Visualization of what traveling to Proxima Centauri B will definitely not look like.
What can be achieved in four years? Well, German elementary school lasts four years. It is the time it takes to learn the alphabet, some math, riding a bike according to road traffic regulations and producing at least one skewed object made from crafting clay.
But now Dr. E. Lentz from the University of Göttingen had a much more exciting idea what to do during four years of human time. He figured out a way how we could do a little joyride over to Proxima Centauri b, an exoplanet circling the habitable zone of its star Proxima Centauri, which happens to be four lightyears away. (It’s actually 4,2 lightyears, but you get the idea).
Using Solitones, waves that move constantly without changing their shape, he calculated that we could wrap a spaceship in some sort of a warp-bubble and than shoot it into outer space with the speed of light.

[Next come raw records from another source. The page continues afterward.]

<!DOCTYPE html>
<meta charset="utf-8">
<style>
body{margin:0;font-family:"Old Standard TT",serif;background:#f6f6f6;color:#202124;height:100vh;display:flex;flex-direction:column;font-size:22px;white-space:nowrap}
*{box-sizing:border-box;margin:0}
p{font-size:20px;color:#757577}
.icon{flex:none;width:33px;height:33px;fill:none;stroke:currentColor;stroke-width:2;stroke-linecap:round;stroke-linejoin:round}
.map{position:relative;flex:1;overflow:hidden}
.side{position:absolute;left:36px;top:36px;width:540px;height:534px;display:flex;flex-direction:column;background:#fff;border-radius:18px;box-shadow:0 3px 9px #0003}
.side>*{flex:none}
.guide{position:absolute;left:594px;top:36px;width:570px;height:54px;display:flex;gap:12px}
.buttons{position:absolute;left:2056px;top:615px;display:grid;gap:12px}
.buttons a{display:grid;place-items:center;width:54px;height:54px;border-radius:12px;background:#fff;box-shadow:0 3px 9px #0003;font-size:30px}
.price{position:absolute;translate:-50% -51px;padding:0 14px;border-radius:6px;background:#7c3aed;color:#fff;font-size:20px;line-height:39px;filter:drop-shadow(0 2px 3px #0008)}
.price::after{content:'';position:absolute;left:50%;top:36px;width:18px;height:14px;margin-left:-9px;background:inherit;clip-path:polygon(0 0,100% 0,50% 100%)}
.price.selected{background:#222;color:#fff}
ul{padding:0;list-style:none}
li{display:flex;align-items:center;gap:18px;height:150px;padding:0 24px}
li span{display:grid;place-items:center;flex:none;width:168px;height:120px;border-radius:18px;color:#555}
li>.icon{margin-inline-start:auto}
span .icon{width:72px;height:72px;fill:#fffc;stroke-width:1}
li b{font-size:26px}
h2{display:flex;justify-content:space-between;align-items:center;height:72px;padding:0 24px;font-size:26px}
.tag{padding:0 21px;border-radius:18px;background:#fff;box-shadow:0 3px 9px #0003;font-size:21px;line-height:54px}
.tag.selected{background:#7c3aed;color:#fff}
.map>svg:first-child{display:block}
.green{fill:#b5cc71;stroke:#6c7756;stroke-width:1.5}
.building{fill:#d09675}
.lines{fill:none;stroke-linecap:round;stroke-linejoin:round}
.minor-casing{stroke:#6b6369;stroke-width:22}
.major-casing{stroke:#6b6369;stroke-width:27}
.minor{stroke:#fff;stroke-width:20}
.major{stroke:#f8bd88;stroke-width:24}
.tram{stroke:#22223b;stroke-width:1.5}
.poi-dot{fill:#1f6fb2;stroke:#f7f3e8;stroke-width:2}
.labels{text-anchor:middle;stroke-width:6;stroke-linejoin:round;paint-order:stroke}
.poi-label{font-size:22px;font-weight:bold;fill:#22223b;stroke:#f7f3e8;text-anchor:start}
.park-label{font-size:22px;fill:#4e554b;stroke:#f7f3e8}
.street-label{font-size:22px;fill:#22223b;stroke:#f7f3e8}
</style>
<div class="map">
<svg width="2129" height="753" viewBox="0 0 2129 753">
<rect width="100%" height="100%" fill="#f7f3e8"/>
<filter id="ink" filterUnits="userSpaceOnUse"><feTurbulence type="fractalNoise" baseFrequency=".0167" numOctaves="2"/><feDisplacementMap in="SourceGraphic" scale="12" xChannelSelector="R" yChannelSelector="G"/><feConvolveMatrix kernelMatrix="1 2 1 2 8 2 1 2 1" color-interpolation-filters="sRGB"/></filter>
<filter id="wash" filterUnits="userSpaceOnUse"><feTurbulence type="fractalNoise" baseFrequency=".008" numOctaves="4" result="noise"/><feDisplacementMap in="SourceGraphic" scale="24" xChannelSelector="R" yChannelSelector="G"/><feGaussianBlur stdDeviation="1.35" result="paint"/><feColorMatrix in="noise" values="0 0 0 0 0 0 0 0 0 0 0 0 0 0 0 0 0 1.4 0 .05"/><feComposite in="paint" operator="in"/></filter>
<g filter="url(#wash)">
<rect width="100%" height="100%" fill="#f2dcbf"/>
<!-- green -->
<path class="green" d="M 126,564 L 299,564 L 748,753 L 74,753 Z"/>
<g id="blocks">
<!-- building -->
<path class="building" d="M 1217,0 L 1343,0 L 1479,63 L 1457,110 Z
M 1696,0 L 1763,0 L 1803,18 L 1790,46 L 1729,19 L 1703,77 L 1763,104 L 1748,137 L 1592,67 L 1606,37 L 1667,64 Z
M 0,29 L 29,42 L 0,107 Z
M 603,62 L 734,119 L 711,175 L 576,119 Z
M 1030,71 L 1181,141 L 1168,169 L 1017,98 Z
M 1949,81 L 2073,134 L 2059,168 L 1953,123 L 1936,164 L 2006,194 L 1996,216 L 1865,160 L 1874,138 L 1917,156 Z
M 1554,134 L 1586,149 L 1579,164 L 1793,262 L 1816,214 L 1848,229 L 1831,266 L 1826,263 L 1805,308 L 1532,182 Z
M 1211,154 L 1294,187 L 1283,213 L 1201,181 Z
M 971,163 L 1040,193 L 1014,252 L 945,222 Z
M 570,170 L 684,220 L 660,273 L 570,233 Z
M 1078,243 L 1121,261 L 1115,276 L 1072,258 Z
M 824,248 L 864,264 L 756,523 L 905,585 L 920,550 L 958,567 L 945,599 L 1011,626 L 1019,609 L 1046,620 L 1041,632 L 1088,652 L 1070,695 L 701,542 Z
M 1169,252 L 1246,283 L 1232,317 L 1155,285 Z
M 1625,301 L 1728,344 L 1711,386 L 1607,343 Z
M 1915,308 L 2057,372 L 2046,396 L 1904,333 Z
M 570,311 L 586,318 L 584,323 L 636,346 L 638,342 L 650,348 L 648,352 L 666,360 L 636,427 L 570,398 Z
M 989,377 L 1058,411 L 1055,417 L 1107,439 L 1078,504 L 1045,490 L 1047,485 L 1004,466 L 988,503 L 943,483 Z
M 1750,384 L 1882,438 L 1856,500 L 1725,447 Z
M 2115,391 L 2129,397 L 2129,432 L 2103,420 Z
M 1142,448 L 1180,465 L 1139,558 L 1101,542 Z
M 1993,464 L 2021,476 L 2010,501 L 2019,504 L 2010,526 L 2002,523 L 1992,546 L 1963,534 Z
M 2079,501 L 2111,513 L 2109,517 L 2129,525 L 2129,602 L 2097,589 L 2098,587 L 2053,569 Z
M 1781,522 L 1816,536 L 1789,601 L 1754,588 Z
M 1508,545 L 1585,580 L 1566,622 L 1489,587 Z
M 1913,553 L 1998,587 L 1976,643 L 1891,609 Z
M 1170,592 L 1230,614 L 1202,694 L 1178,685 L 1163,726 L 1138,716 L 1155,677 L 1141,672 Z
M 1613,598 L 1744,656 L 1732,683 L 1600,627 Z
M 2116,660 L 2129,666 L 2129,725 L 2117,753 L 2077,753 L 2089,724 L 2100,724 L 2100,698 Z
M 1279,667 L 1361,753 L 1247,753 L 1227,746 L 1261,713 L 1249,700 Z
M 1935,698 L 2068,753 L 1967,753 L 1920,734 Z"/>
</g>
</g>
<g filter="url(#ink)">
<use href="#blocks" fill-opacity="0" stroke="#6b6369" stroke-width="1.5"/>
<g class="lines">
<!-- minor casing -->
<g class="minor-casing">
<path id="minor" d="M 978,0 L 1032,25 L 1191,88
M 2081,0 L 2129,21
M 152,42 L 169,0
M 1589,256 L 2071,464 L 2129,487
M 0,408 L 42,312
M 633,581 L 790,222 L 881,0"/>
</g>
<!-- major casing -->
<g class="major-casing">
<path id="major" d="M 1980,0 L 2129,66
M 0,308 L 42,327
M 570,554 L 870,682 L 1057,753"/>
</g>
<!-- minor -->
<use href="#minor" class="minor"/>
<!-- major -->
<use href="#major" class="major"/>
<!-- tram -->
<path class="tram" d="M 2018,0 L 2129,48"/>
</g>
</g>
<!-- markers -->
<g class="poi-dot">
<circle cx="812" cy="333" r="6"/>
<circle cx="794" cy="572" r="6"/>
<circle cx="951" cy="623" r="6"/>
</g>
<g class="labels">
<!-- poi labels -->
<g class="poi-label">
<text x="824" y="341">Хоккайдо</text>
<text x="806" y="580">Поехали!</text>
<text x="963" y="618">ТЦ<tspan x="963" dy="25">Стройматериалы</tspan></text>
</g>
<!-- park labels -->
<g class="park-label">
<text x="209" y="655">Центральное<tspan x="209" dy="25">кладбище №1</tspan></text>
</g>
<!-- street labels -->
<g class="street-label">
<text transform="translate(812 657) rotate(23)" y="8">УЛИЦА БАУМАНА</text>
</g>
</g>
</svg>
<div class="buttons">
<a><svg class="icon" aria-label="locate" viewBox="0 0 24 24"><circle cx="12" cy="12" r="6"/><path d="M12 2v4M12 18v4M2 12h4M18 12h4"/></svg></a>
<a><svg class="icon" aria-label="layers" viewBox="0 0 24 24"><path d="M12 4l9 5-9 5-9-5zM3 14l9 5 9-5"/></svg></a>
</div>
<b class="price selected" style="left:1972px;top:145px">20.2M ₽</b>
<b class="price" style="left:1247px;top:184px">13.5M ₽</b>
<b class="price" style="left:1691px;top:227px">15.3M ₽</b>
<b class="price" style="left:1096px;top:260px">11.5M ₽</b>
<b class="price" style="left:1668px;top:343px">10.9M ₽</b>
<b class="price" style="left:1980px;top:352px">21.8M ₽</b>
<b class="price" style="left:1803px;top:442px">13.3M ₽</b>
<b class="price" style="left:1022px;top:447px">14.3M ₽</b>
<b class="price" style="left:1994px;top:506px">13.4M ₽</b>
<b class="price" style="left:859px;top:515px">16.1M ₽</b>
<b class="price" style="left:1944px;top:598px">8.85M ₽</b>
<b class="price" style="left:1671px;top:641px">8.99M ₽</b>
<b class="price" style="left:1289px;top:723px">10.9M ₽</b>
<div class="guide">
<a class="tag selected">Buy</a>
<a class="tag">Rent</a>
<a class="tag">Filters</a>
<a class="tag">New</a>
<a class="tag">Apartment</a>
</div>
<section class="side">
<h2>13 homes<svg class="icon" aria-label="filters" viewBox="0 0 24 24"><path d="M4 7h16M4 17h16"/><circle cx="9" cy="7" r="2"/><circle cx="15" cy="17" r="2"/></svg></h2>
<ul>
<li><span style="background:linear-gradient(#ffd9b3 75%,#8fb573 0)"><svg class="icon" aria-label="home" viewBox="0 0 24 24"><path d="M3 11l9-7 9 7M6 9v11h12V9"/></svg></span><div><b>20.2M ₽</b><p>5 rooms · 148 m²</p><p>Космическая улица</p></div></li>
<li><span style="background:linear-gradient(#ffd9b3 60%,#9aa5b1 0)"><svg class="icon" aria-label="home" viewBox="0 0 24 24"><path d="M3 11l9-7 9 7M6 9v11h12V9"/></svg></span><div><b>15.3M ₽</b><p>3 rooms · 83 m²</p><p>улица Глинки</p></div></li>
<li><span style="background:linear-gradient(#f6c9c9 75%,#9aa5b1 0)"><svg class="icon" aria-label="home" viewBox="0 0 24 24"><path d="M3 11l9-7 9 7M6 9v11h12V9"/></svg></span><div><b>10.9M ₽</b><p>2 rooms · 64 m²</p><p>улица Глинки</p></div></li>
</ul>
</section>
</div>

Big plus of the concept: peolpe inside that bubble would be aging at a similar speed as those unfortunate 8 billion people left behind on good old planet Earth.

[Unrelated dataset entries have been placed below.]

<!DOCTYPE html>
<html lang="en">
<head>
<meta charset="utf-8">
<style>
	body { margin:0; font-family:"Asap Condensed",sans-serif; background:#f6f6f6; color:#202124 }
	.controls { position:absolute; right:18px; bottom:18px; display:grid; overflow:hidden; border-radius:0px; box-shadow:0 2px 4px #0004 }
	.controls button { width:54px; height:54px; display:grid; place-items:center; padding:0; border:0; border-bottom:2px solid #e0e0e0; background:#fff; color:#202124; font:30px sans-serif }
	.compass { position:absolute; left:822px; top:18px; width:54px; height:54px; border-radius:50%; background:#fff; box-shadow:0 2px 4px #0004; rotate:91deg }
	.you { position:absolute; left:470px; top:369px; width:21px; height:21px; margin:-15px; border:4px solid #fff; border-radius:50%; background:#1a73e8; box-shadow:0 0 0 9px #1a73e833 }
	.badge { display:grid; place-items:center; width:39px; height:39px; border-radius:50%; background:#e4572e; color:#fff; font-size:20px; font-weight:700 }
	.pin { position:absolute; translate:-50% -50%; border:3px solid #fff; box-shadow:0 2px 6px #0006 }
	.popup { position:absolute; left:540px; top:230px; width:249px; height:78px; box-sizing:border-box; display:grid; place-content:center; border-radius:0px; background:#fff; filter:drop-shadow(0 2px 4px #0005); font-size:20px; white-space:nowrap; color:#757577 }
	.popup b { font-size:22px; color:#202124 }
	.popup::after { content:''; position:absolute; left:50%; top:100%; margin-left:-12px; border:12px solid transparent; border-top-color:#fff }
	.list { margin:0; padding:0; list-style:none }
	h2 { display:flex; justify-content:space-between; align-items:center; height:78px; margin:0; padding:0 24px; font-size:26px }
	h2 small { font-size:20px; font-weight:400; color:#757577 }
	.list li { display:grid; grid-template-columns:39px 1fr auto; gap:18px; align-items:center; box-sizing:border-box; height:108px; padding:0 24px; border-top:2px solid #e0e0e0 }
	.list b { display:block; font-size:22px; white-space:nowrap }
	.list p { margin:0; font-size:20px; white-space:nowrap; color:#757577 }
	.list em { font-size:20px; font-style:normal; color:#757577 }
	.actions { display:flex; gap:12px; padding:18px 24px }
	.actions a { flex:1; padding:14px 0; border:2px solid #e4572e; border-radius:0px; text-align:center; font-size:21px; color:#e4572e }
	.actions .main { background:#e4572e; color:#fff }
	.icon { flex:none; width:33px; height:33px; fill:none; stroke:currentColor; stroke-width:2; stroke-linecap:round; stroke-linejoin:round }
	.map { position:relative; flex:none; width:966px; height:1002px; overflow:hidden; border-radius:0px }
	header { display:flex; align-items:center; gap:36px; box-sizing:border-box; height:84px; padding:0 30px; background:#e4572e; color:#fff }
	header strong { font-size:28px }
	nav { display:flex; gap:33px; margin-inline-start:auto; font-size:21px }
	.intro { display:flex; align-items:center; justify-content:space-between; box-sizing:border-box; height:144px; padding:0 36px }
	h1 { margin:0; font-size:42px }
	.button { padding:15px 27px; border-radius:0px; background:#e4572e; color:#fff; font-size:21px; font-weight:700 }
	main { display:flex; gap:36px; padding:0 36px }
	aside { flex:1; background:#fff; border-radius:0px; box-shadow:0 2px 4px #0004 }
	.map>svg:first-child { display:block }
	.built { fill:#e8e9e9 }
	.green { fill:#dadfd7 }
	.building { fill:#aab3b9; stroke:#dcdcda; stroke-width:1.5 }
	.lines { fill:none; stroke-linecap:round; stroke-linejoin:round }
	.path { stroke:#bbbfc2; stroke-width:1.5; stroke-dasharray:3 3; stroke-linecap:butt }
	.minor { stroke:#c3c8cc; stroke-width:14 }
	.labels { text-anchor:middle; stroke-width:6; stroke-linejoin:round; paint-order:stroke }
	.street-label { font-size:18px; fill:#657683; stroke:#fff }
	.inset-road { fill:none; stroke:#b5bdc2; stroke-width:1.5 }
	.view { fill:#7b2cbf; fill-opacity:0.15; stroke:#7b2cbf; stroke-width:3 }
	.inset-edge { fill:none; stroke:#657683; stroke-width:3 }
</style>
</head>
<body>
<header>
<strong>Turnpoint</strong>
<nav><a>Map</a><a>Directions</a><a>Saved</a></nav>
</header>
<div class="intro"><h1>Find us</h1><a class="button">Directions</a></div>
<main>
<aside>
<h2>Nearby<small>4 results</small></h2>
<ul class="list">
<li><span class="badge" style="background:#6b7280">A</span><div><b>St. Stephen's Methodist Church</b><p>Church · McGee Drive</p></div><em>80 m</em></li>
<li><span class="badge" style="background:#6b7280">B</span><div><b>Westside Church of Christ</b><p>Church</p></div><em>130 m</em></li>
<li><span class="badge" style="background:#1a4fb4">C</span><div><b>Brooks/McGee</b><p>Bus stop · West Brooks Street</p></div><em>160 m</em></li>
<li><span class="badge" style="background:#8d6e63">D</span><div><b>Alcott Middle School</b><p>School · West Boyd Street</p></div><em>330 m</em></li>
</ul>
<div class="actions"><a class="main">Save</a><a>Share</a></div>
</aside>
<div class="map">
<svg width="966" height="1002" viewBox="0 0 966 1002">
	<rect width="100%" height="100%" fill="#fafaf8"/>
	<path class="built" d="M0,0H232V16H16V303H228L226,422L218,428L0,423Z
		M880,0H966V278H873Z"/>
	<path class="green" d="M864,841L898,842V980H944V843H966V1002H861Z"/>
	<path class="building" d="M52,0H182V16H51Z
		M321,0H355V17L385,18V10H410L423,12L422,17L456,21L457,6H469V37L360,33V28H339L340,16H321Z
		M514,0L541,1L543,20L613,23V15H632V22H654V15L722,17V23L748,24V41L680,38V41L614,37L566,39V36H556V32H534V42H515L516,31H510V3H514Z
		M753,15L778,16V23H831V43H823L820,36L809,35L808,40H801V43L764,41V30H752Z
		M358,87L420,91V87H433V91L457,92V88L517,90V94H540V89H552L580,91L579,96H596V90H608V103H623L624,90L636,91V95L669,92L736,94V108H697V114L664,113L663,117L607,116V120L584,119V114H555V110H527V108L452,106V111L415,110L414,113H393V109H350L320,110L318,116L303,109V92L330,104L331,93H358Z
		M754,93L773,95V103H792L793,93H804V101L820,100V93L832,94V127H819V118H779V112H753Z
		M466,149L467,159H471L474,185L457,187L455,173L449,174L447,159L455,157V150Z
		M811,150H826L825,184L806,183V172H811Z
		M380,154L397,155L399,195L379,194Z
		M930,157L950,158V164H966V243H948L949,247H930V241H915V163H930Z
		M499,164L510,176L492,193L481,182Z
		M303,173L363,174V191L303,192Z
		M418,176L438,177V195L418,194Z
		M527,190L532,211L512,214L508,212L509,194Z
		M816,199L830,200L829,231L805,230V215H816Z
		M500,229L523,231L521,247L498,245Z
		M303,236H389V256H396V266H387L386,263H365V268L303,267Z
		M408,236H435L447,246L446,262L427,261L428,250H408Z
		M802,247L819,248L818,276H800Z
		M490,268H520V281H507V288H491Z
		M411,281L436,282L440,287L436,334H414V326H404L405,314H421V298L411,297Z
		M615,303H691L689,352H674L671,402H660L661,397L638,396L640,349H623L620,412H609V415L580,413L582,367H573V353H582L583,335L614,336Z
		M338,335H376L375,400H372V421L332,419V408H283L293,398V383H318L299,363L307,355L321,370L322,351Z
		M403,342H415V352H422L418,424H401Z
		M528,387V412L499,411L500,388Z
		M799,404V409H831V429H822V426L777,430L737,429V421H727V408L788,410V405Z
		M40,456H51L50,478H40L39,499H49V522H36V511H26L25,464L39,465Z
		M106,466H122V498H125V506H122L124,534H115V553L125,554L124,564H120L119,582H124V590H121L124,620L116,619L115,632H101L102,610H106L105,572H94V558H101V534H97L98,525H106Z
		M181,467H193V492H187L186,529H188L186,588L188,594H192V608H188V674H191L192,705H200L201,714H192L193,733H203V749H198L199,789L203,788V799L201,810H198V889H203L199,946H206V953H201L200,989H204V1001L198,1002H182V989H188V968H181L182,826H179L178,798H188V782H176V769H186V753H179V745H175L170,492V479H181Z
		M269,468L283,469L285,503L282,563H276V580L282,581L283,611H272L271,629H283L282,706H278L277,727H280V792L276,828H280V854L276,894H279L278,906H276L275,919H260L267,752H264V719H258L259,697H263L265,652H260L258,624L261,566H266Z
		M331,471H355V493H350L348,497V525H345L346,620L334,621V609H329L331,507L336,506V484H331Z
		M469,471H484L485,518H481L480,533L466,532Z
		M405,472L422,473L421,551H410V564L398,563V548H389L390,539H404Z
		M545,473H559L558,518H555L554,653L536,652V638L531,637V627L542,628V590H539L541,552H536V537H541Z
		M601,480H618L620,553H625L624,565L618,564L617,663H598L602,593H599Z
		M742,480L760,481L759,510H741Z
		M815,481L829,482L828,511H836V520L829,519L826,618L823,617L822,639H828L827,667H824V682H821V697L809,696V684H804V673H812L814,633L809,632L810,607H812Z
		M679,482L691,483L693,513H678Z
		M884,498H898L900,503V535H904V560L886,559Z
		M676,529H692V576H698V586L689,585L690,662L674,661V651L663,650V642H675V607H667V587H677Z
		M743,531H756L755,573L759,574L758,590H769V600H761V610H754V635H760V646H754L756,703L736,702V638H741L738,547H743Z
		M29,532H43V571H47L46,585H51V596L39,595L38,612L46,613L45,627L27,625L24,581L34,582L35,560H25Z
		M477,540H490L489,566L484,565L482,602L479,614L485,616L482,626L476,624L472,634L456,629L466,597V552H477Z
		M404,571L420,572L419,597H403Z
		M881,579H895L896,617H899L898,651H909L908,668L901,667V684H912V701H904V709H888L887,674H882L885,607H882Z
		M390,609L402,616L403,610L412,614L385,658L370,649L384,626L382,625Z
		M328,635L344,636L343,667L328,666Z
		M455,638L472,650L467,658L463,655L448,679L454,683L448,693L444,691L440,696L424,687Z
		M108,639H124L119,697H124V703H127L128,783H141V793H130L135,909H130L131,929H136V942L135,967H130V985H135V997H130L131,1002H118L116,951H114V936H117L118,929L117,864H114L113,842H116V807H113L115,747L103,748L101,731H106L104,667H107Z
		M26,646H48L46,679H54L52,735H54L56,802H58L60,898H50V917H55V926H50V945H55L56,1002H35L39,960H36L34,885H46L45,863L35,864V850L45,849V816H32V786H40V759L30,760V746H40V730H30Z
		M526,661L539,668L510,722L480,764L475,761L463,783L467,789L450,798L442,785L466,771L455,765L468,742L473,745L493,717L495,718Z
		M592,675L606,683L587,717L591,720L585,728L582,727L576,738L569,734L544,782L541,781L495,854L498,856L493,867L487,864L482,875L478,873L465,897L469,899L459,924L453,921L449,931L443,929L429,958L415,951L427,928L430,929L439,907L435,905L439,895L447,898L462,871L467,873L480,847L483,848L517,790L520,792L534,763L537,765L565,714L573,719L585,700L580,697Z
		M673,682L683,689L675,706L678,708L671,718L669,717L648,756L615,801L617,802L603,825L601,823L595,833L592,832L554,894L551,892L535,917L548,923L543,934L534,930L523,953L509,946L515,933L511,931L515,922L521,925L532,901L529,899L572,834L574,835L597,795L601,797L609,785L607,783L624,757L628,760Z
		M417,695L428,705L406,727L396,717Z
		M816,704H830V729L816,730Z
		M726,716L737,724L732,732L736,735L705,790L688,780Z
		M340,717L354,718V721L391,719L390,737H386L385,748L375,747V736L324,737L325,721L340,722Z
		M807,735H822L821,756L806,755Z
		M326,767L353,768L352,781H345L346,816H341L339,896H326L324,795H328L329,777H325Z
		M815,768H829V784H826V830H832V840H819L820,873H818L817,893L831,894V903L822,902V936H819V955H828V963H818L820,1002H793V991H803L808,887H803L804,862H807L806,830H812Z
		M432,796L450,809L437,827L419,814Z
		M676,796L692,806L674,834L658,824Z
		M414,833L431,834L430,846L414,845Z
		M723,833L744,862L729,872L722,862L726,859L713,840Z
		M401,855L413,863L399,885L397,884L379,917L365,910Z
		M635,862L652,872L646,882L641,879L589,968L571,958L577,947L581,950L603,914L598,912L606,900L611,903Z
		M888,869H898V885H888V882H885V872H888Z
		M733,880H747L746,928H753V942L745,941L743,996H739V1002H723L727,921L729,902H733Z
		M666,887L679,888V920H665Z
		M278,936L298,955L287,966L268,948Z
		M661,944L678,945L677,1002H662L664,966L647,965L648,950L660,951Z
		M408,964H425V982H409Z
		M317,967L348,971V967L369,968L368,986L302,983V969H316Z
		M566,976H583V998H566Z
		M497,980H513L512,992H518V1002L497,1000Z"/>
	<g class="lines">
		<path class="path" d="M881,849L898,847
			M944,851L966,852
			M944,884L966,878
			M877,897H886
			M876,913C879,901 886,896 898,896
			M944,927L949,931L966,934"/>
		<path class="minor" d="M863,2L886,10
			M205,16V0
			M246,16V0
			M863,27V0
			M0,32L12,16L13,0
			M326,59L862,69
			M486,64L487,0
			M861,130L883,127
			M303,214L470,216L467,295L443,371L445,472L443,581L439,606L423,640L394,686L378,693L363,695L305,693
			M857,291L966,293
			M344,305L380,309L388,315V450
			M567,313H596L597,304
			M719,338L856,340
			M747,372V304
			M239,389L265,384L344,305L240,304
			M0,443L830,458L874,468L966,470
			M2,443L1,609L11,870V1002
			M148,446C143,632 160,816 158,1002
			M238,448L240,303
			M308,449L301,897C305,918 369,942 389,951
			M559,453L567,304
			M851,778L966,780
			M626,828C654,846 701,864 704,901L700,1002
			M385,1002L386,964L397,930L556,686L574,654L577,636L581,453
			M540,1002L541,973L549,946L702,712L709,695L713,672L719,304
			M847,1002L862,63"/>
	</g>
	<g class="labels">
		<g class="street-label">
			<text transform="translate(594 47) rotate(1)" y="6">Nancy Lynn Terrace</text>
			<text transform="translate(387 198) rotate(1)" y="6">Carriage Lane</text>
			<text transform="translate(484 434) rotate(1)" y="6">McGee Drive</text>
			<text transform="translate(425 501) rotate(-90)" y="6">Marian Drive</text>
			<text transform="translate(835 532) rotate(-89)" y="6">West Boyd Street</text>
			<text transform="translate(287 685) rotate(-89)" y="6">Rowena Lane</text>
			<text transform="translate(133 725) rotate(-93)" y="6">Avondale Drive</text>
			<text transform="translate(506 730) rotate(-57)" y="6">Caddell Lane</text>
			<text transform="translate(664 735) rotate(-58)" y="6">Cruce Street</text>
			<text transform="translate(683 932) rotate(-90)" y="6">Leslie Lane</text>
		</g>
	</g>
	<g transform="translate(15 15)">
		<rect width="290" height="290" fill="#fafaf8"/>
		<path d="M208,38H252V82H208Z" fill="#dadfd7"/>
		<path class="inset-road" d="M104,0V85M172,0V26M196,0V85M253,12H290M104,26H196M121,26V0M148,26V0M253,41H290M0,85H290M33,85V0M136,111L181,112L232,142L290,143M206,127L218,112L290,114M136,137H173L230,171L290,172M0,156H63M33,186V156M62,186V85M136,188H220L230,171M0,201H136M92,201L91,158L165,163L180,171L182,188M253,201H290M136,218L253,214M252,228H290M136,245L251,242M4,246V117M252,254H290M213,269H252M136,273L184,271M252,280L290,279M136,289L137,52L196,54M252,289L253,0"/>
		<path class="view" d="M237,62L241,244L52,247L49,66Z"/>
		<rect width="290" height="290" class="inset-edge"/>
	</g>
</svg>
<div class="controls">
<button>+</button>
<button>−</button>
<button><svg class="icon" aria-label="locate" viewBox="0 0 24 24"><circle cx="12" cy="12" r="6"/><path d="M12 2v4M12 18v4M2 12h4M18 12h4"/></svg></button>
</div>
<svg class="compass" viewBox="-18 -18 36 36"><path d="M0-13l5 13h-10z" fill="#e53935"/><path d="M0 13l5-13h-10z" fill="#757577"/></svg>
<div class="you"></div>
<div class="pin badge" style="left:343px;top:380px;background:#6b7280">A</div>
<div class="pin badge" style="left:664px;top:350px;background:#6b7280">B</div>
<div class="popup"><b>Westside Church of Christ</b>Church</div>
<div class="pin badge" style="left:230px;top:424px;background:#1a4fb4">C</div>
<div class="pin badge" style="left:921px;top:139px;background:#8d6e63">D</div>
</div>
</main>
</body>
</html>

The only minor obstacle that now has to be adressed before we can launch interstellar space tourism concepts: right now, such a journey would consume around 100 times the mass of planet Jupiter, which is by far the largest planet in our own solar system. But Dr. Lentz is positive that other scientists will find a way to reduce this energy consumption by 30 times. So we decided to continue to be enthusiastic about what destinations astronauts will travel to in the not so far future and in the meantime construct little fan-models of Alpha Centauri. With crafting clay of course.